D.2. All Bid Response Creatives submitted by Demand Partner must comply with: (a) the Company’s then-current creative specifications, ad quality policies, and technical requirements, as made available by the Company from time to time (“Service Policies”); (b) all applicable IAB Tech Lab OpenRTB specifications and standard ad format requirements, including the IAB LEAN Ads Program and the Coalition for Better Ads standards; (c) all Publisher-specific creative restrictions communicated through the bid request or otherwise made available by the Company; and (d) all Applicable Laws, including without limitation truth-in-advertising, consumer protection, intellectual property, and data privacy laws. The Company’s determination as to whether any Bid Response Creative complies with the Service Policies or any Publisher’s requirements shall be final and binding on Demand Partner.

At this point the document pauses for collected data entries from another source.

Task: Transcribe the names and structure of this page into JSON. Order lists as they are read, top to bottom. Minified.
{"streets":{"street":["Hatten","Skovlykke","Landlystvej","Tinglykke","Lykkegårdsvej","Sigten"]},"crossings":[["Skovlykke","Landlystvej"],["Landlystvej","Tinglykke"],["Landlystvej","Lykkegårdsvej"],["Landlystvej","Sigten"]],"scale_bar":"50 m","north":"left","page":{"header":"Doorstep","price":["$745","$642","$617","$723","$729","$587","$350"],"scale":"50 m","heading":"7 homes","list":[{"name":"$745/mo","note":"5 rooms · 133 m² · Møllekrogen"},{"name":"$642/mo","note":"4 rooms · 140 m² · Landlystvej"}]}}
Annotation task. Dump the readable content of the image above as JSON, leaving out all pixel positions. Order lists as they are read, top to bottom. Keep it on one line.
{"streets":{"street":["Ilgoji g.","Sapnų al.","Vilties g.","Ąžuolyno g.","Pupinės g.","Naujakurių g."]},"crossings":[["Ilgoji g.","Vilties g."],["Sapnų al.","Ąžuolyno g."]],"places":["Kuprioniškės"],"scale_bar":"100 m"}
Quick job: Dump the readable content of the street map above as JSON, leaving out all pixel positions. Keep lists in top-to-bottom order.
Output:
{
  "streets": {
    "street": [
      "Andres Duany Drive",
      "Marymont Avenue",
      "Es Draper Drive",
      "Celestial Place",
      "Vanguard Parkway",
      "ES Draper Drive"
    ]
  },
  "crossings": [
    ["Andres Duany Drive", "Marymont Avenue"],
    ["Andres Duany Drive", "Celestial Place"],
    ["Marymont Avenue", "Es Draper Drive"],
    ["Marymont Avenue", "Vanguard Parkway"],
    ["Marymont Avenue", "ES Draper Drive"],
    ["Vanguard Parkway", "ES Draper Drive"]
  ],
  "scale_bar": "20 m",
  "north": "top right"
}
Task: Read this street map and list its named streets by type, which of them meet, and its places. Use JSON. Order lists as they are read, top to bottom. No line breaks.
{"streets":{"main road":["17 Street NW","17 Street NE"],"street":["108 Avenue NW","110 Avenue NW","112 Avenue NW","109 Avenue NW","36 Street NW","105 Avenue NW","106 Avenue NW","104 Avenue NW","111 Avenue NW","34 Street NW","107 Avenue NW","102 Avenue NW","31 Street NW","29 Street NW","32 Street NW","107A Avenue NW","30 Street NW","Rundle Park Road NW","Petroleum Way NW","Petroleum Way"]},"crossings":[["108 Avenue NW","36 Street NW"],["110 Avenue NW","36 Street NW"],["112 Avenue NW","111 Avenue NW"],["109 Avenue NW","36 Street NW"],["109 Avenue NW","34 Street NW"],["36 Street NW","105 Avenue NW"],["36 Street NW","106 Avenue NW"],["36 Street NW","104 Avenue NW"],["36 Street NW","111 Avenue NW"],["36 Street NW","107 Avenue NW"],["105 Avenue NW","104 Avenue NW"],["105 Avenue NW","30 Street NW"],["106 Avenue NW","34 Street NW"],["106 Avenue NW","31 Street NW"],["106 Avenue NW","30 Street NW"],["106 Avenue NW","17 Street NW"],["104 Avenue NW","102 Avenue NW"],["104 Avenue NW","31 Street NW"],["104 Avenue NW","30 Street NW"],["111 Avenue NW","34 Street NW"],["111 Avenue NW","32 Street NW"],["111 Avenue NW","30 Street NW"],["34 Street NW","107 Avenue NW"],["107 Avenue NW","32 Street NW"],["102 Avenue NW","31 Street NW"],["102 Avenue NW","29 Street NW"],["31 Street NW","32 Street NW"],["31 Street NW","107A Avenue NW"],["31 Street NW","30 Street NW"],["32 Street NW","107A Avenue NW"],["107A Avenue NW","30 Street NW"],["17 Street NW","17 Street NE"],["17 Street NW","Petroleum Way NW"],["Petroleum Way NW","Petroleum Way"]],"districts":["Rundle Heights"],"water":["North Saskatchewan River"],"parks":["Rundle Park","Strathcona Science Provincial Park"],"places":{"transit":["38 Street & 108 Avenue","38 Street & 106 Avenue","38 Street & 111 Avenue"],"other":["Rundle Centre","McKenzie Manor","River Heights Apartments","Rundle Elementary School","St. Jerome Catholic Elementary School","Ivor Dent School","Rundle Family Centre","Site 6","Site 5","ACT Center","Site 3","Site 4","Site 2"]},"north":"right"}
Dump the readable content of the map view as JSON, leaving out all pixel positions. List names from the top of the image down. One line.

D.3. Demand Partner represents and warrants, on a continuing basis throughout the Term, that: (a) it has obtained and shall maintain all rights, licenses, clearances, and consents necessary for the submission, rendering, display, and performance of all Bid Response Creatives, including without limitation all rights to creative assets, trademarks, data, and any third-party content incorporated therein; (b) no Bid Response Creative will infringe or misappropriate any third party’s intellectual property, privacy, or publicity rights; (c) all Bid Response Creatives are and shall remain free from malware, ransomware, auto-redirects, drive-by downloads, unauthorized data collection scripts, crypto-mining code, and any other malicious, deceptive, or disruptive code or functionality; (d) all Bid Response Creatives are truthful, non-deceptive, and compliant with all Applicable Laws; and (e) Demand Partner’s ad serving infrastructure and creative delivery systems are and shall remain secure, monitored, and free from compromise that could result in the delivery of non-compliant or malicious creatives.

D.4. Demand Partner shall implement, maintain, and operate an active ad quality scanning and monitoring service covering all Bid Response Creatives prior to and during their submission through the Demand Services. Such service shall be designed, at a minimum, to detect and prevent the submission of creatives containing malware, auto-redirects, unauthorized tracking, and any other attributes identified as non-compliant by the Company’s Service Policies or applicable industry standards. Demand Partner shall promptly notify the Company in writing upon becoming aware of any creative quality incident, malicious creative, or compromised ad serving infrastructure that may have affected Bid Response Creatives submitted through the Demand Services.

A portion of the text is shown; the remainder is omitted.